Section 2-3.1 of the Business Corporation Franchise Tax Regulations (hereinafter
"Regulations") provides that every domestic corporation is required to pay a tax measured by entire
net income (or other applicable basis) up to the date on which it ceases to possess a franchise.
Section 209.3 of the Tax Law provides that a dissolved corporation which continues to
conduct business shall be subject to tax under Article 9-A of the Tax Law.

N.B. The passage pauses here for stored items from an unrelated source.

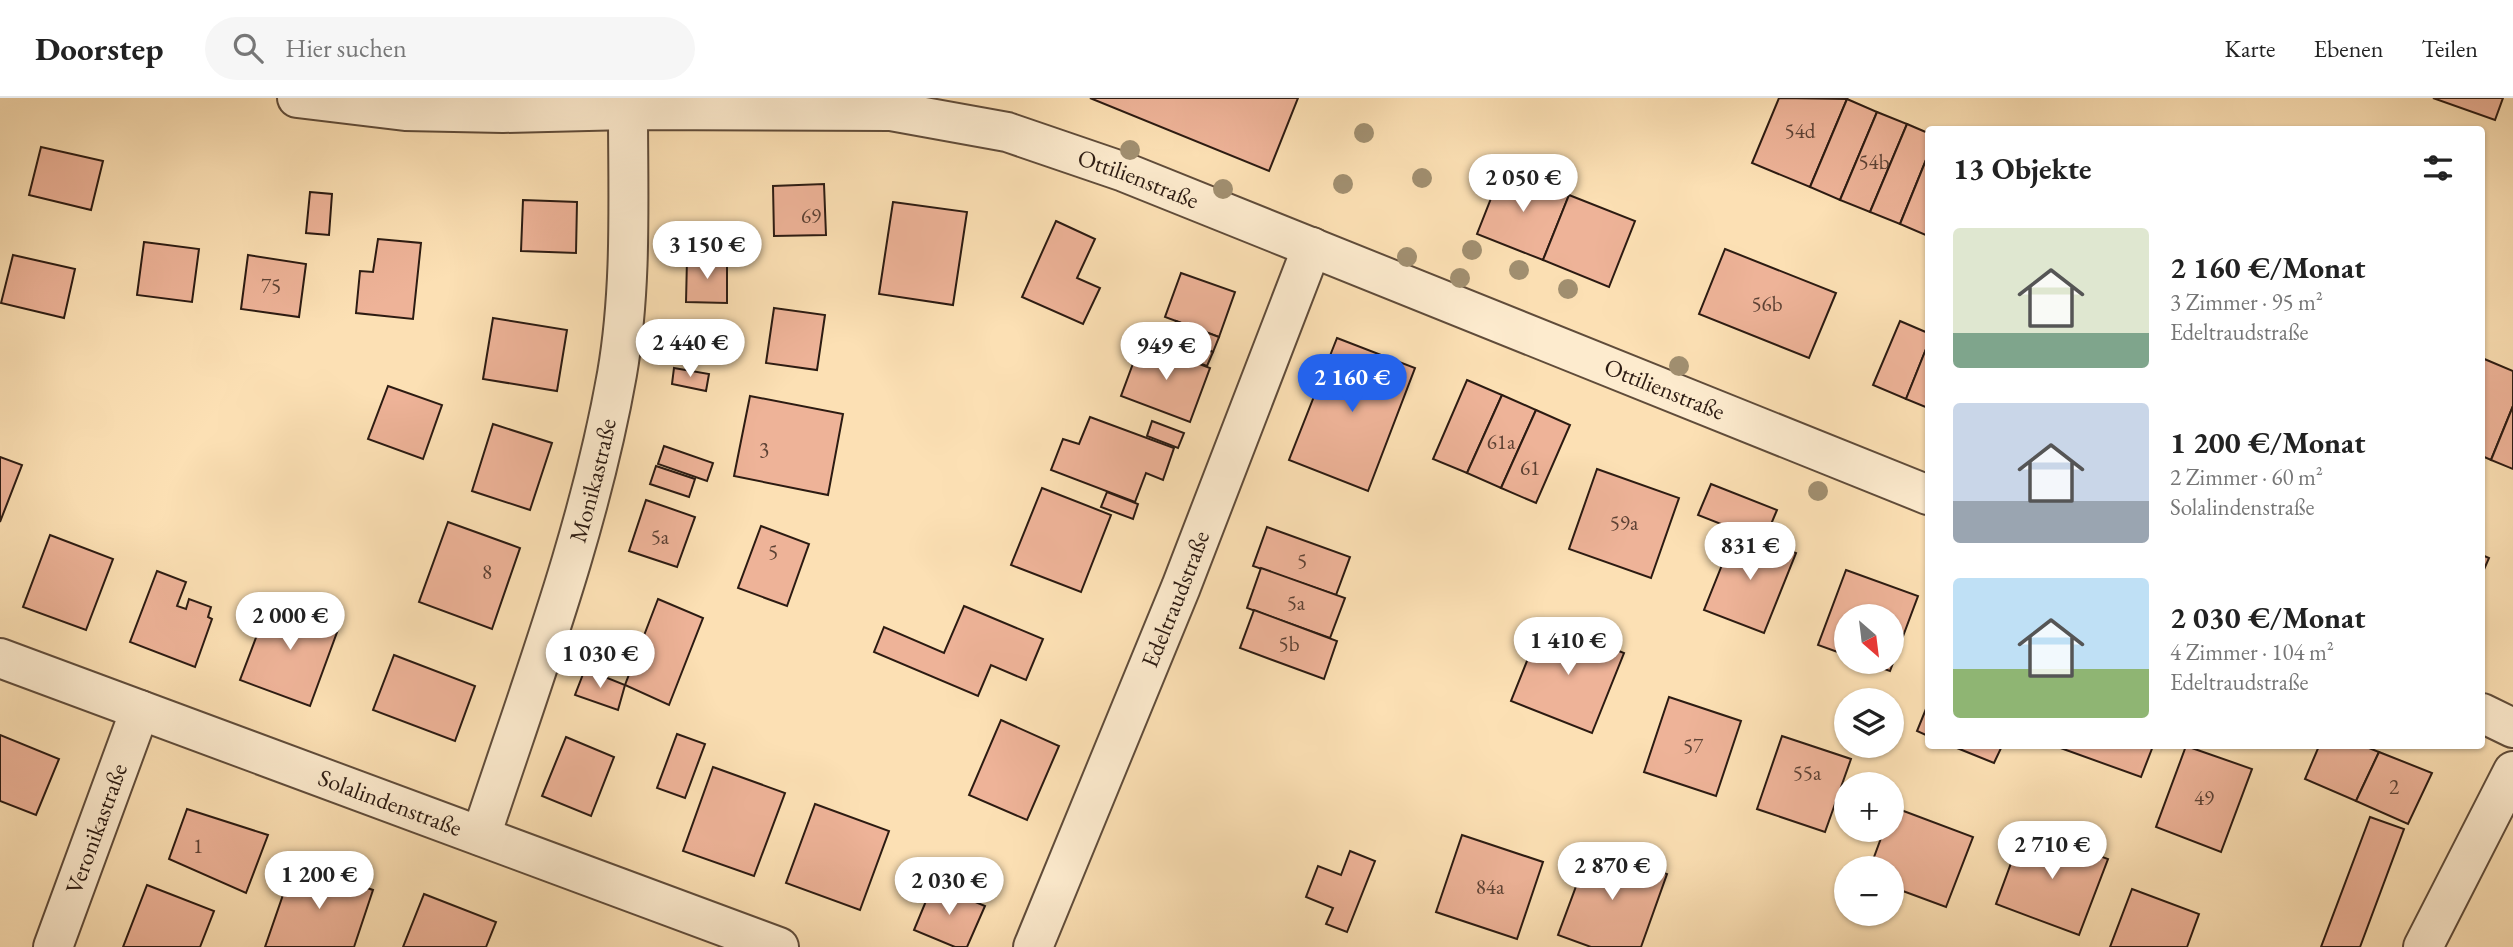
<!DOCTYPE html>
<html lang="de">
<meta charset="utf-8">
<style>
:root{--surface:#fff;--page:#f6f6f6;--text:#222;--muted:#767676;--line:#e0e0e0;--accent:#2563eb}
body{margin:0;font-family:"EB Garamond",serif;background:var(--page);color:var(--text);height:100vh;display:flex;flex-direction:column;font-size:26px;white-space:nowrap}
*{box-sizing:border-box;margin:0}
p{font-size:23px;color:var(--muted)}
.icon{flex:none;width:38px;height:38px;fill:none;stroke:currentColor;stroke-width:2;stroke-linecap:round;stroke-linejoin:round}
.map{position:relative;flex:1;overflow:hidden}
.panel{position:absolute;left:1925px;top:28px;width:560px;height:623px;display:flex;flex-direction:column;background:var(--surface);border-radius:7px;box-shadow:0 2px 5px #0004}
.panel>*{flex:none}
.needle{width:46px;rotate:152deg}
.fabs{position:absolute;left:1834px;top:506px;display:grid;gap:14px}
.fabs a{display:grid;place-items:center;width:70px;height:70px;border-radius:50%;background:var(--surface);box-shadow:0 2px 5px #0004;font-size:35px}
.price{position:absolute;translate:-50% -60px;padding:0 16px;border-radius:24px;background:#fff;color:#222;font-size:23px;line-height:46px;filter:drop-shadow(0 2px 4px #0008)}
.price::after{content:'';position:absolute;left:50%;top:42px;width:21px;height:16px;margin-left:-10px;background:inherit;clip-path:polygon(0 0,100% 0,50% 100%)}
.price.active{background:var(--accent);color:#fff}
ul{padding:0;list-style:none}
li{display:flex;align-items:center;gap:21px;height:175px;padding:0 28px}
li span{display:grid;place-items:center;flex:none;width:196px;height:140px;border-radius:7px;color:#555}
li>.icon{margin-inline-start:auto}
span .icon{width:84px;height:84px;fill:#fffc;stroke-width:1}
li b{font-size:30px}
h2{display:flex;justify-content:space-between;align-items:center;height:84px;padding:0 28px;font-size:30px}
header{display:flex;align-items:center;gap:42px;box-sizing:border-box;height:98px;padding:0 35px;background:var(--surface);border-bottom:2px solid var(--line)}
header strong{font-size:33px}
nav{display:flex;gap:38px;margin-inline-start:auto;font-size:24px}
.search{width:490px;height:63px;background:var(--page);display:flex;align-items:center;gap:18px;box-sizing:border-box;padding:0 24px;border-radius:38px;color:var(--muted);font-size:26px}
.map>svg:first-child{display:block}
.building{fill:#eeb398;stroke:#2c1b12;stroke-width:2}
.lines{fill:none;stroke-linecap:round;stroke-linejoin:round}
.minor-casing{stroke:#604c3a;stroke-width:42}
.minor{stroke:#fdebce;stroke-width:38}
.tree{fill:#a18f70}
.labels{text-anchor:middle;stroke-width:5;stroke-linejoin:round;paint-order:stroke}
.number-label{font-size:21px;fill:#5c4134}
.street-label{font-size:24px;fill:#2c1b12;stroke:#fdebce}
</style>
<header>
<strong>Doorstep</strong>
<div class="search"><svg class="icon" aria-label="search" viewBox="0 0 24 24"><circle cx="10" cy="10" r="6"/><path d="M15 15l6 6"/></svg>Hier suchen</div>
<nav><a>Karte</a><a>Ebenen</a><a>Teilen</a></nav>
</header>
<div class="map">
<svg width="2513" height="849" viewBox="0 0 2513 849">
<rect width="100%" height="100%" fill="#fce0b4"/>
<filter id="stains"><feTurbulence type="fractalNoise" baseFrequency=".00286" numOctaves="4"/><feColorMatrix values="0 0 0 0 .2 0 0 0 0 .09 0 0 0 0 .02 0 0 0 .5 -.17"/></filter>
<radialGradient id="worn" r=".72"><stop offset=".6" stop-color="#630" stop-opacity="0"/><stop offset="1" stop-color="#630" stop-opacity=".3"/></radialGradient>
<g class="building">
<polygon points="1090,0 1298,0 1269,73"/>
<polygon points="1779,0 1847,1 1810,89 1752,65"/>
<polygon points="2433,0 2503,0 2495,22"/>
<polygon points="1847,1 1877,14 1840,102 1810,89"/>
<polygon points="1877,14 1907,26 1870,114 1840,102"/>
<polygon points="1907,26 1928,35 1928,57 1900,126 1870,114"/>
<polygon points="41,49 103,63 91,112 29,97"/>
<polygon points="1928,57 1928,138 1900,126"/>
<polygon points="1503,70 1569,97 1543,162 1477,136"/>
<polygon points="824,86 826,137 774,138 773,88"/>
<polygon points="310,94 332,96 329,137 306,135"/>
<polygon points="1569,97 1635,123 1609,189 1543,162"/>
<polygon points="523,102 577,104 576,155 521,153"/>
<polygon points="893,104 967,114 953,207 879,196"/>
<polygon points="1056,123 1095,141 1077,180 1100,190 1083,226 1022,199"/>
<polygon points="378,141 421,145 413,221 356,215 360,173 373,174"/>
<polygon points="144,144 199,151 192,204 137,197"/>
<polygon points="1725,151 1836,195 1809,260 1699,216"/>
<polygon points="13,157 75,171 64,220 1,205"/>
<polygon points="248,157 306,166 299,219 241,211"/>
<polygon points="687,161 727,162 727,205 686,204"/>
<polygon points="1181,175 1235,194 1219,239 1165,219"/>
<polygon points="774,210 825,217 817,272 766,265"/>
<polygon points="493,220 567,232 557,293 483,281"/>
<polygon points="1176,223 1219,239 1213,254 1171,239"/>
<polygon points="1900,223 1928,235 1928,246 1906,301 1873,287"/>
<polygon points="1174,239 1213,254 1207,268 1168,254"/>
<polygon points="1337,240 1415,270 1368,393 1289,362"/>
<polygon points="1141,244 1210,270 1190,324 1121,298"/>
<polygon points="1928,246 1928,310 1906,301"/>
<polygon points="2482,260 2513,273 2513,308 2491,362 2482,358"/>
<polygon points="674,270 709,276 706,293 672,286"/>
<polygon points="1467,282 1502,297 1467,375 1433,361"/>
<polygon points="388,288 442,307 423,361 368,341"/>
<polygon points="1502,297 1536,312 1501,390 1467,375"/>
<polygon points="750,298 843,316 828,397 734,378"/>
<polygon points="2513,308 2513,371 2491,362"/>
<polygon points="1536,312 1570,327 1536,405 1501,390"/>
<polygon points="1090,319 1174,350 1163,382 1146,375 1135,404 1051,372 1063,341 1079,346"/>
<polygon points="1152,323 1184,335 1178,350 1147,338"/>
<polygon points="493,326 552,345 530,412 472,393"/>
<polygon points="664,348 713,365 707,383 658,366"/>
<polygon points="0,359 22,367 0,424"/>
<polygon points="656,368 695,381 689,399 650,386"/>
<polygon points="1597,371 1679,400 1651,480 1569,451"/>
<polygon points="1711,386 1777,412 1764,443 1698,417"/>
<polygon points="1042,390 1111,417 1081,494 1011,467"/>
<polygon points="1107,394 1138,406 1133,421 1101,409"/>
<polygon points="646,402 695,419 677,469 629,453"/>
<polygon points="448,424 520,450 492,531 419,504"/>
<polygon points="761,428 809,446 787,508 738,490"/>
<polygon points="1267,429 1350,459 1336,497 1253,468"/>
<polygon points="1736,432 1796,455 1764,535 1704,512"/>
<polygon points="50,437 113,461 86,532 23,509"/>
<polygon points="2482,457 2489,460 2482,476"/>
<polygon points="1261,470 1345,500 1330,540 1247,510"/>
<polygon points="1846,472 1918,498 1890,573 1864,564 1892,564 1892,518 1846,518 1846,557 1818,547"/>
<polygon points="157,473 186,484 177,508 186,511 189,501 211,509 208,519 212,521 195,569 130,544"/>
<polygon points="271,500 340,526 310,608 240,582"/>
<polygon points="658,501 703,520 669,607 625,587"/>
<polygon points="964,508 1043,541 1026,582 991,567 978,598 874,554 884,529 944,555"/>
<polygon points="1254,512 1337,543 1324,581 1240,550"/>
<polygon points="1543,523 1624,555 1592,635 1511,603"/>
<polygon points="394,557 475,588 455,643 373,612"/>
<polygon points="585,571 625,587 618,612 575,597"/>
<polygon points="1669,599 1741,623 1716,698 1644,674"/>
<polygon points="1928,606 1928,638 1917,633"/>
<polygon points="1001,622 1059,648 1027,722 969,697"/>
<polygon points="677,636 705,646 685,700 657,690"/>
<polygon points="0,637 59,661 36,717 0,703"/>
<polygon points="1782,638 1851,661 1825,734 1757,711"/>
<polygon points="566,639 614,659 591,718 542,698"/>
<polygon points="1952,648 2002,648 1994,665"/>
<polygon points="2055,648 2153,648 2141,679"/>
<polygon points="2186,648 2252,671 2221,754 2156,729"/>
<polygon points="2319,648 2364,648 2379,654 2356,703 2305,681"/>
<polygon points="2379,654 2432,675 2408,726 2356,703"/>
<polygon points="713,669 785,695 754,778 683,753"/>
<polygon points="815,706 889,733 860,812 786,785"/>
<polygon points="1893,709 1973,739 1946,809 1892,789 1892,770 1870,770 1884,732 1892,732"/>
<polygon points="187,711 268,737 246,795 169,761"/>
<polygon points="2370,719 2404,731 2360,849 2321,849"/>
<polygon points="2024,730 2108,761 2079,837 1996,806"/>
<polygon points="1462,737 1543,764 1517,841 1436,814"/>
<polygon points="1591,748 1667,776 1641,849 1591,849 1558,837"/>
<polygon points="1350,753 1375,763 1347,834 1326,826 1333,810 1306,799 1318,768 1341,777"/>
<polygon points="294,765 373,792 354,849 265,849"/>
<polygon points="933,786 985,808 967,849 955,849 914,832"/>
<polygon points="147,787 214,813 200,849 123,849"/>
<polygon points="2132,791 2199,816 2187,849 2110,849"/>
<polygon points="424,796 496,824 486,849 403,849"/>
</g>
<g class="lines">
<defs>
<g id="minor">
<path id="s1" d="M297,0L405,13L503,15L628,12L891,13L1007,34L1124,74L1928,397"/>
<path id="s2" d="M0,560L779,849"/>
<polyline points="2482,615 2513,630"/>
<path id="s3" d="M481,738C531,586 589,434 617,276C632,189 628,100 628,12"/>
<path id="s4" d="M53,849L140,612"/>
<path id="s5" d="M1033,849L1181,489L1312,149"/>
<polyline points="2423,849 2513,673"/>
</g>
</defs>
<use href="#minor" class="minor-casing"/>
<use href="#minor" class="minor"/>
</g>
<g class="tree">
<circle cx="1364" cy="35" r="10"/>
<circle cx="1130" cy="52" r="10"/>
<circle cx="1422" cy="80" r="10"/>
<circle cx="1343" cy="86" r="10"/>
<circle cx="1223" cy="91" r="10"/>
<circle cx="1472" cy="152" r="10"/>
<circle cx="1407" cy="159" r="10"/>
<circle cx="1519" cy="172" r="10"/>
<circle cx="1460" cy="180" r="10"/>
<circle cx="1568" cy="191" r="10"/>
<circle cx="1679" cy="268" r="10"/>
<circle cx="1818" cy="393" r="10"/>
</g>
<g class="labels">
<g class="number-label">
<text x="1800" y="40">54d</text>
<text x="1874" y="71">54b</text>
<text x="811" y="125">69</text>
<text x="271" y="195">75</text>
<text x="1767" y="213">56b</text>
<text x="1501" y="351">61a</text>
<text x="764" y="359">3</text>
<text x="1530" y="377">61</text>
<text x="1624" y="432">59a</text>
<text x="660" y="446">5a</text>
<text x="773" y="461">5</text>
<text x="1302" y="470">5</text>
<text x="487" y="481">8</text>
<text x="1296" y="512">5a</text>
<text x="1289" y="553">5b</text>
<text x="1693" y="655">57</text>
<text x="1807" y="682">55a</text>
<text x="2394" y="696">2</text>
<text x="2204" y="707">49</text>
<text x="198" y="755">1</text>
<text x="1490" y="796">84a</text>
</g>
<g class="street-label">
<text dy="8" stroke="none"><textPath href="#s1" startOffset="852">Ottilienstraße</textPath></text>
<text dy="8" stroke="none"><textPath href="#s1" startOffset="1419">Ottilienstraße</textPath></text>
<text dy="8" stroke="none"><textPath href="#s3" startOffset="373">Monikastraße</textPath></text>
<text dy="8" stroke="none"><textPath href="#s5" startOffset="376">Edeltraudstraße</textPath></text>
<text dy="8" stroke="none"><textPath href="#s2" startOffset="416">Solalindenstraße</textPath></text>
<text dy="8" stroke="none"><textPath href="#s4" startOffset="126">Veronikastraße</textPath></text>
</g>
</g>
<rect width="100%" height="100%" filter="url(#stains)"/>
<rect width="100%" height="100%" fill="url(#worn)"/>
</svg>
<div class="fabs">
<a><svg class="needle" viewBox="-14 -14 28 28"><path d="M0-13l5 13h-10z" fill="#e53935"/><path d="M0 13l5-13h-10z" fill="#767676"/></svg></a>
<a><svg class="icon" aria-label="layers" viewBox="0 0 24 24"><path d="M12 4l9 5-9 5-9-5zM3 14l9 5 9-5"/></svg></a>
<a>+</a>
<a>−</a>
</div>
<b class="price" style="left:1523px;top:116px">2 050 €</b>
<b class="price" style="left:707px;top:183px">3 150 €</b>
<b class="price" style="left:690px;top:281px">2 440 €</b>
<b class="price" style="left:1166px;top:284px">949 €</b>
<b class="price active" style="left:1352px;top:316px">2 160 €</b>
<b class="price" style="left:1750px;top:484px">831 €</b>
<b class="price" style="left:290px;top:554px">2 000 €</b>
<b class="price" style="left:1568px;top:579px">1 410 €</b>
<b class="price" style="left:600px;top:592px">1 030 €</b>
<b class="price" style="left:2052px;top:783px">2 710 €</b>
<b class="price" style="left:1612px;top:804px">2 870 €</b>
<b class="price" style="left:319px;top:813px">1 200 €</b>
<b class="price" style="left:949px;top:819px">2 030 €</b>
<section class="panel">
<h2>13 Objekte<svg class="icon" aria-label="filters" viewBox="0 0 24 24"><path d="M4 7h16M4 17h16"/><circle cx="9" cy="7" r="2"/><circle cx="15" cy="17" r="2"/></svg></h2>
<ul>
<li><span style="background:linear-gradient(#dfe7d0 75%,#7fa58c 0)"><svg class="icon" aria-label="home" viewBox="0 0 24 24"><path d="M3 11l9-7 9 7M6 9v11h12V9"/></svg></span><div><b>2 160 €/Monat</b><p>3 Zimmer · 95 m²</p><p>Edeltraudstraße</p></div></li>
<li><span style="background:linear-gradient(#c9d6e8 70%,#9aa5b1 0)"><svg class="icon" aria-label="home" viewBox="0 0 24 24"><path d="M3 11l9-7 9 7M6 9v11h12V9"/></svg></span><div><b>1 200 €/Monat</b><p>2 Zimmer · 60 m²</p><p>Solalindenstraße</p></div></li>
<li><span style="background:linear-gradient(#bfe0f5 65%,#8fb573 0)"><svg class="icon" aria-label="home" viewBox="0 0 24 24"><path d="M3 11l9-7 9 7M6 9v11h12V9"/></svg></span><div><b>2 030 €/Monat</b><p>4 Zimmer · 104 m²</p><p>Edeltraudstraße</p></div></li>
</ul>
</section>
</div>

Section 1-2.2 of the
Regulations provides further that where the activities of a dissolved corporation are limited to the
liquidation of its business and affairs, the disposition of its assets (other than in the regular course
of business) and the distribution of the proceeds, the dissolved corporation is not subject to tax under
Article 9-A of the Tax Law.
Therefore, a dissolved corporation that is merely a record title holder of real property located
in New York State as nominee for the benefit of others, and is otherwise inactive, is not conducting
business in New York State as contemplated by section 209.3 of the Tax Law. Bernice E. Bouton,
Adv Op, Comm T & F, October 13, 1992, TSB-A-92(14)C; Highmount Medical Building Inc., Adv
Op, Comm T & F, May 7, 1991, TSB-A-91(12)C; Harold S. Sommers, Adv Op, Comm T & F,
March 15, 1990, TSB-A-(9)C; Babson Bros. Co. of New York Inc., Adv Op, Comm T & F,
September 1, 1988, TSB-A-88(19)C.
Accordingly, for taxable years ended February 28,1978 through September 30, 1981 during
which Petitioner was incorporated, Petitioner is subject to the franchise tax imposed by Article 9-A
of the Tax Law, pursuant to section 209.1 of the Tax Law.
TP-9 (9/88)
-2
TSB-A-93 (16) C
Corporation Tax
August 13, 1993
After its dissolution by proclamation in September 1981, if Petitioner was merely holding property
as nominee for the benefit of others and was not conducting business in New York State pursuant
to section 209.3 of the Tax Law, Petitioner is not subject to tax under Article 9-A of the Tax Law
after it was dissolved by proclamation.
DATED: August 13, 1993
s/PAUL B. COBURN
Deputy Director
Taxpayer Services Division
NOTE: The opinions expressed in Advisory Opinions
are limited to the facts set forth therein.